- _Try it_: The word "lists" occurs in some lines of the data. Return each such line.

- _Dataset extract_:

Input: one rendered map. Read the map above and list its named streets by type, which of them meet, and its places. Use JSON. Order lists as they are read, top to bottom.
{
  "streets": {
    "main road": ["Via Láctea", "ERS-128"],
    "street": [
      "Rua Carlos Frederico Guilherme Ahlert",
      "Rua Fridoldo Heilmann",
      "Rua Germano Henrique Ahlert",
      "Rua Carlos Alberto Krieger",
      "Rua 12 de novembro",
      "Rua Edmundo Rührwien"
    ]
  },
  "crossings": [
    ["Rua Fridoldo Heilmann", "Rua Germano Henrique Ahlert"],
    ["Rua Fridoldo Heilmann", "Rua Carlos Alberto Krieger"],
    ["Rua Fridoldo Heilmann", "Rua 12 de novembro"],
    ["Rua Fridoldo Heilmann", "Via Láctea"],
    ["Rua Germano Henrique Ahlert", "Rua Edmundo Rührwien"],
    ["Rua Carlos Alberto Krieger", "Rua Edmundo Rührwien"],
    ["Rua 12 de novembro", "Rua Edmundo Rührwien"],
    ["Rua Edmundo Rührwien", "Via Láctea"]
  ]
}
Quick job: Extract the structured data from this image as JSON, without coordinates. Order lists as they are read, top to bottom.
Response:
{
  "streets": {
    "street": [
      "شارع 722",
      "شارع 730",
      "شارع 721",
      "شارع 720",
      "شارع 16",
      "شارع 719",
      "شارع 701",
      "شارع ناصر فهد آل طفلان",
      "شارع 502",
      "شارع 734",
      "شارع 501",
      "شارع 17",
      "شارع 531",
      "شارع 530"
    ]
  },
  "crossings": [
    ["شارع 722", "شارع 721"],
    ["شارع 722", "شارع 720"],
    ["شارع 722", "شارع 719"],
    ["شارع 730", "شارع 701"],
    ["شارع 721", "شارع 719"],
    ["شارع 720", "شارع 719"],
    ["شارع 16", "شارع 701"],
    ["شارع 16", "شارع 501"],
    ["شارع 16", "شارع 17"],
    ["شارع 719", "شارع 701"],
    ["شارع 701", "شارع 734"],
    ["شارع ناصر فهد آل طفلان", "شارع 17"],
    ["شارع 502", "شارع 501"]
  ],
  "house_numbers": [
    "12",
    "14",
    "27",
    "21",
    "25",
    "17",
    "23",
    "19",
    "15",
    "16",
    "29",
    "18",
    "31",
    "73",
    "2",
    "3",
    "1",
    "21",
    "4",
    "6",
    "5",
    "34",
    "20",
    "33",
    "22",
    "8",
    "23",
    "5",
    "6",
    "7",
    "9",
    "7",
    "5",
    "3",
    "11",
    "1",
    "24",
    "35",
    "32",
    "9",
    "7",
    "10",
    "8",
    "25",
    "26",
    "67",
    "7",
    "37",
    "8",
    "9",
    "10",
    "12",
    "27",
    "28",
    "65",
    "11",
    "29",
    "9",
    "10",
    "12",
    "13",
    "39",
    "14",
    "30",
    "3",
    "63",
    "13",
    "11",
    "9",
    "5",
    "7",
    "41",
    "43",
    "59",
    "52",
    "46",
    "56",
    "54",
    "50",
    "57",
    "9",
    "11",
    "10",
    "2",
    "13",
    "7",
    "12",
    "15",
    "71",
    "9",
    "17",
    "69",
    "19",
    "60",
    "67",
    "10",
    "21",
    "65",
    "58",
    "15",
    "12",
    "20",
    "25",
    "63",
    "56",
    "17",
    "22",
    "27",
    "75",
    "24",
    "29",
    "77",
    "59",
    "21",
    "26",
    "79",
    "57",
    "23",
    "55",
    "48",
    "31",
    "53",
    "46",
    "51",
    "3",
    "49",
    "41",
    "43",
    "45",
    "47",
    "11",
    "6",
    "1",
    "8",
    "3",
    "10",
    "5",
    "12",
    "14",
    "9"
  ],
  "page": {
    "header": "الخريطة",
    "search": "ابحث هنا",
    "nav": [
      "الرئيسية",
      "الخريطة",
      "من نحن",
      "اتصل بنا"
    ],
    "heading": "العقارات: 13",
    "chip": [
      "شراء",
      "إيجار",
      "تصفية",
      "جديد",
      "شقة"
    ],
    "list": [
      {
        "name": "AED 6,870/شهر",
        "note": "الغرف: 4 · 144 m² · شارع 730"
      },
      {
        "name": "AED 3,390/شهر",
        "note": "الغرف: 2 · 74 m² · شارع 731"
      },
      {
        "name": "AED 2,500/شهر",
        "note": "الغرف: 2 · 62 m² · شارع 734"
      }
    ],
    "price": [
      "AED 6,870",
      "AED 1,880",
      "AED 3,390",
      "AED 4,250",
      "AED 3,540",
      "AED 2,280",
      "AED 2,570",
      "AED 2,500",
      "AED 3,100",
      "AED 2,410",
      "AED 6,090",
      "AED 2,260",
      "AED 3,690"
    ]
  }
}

- _Exercise solution_:
Input: one rendered map. Read the map above and list its named streets by type, which of them meet, and its places. Use JSON. Order lists as they are read, top to bottom.
Quick job: Extract the structured data from this image as JSON, without coordinates. Order lists as they are read, top to bottom.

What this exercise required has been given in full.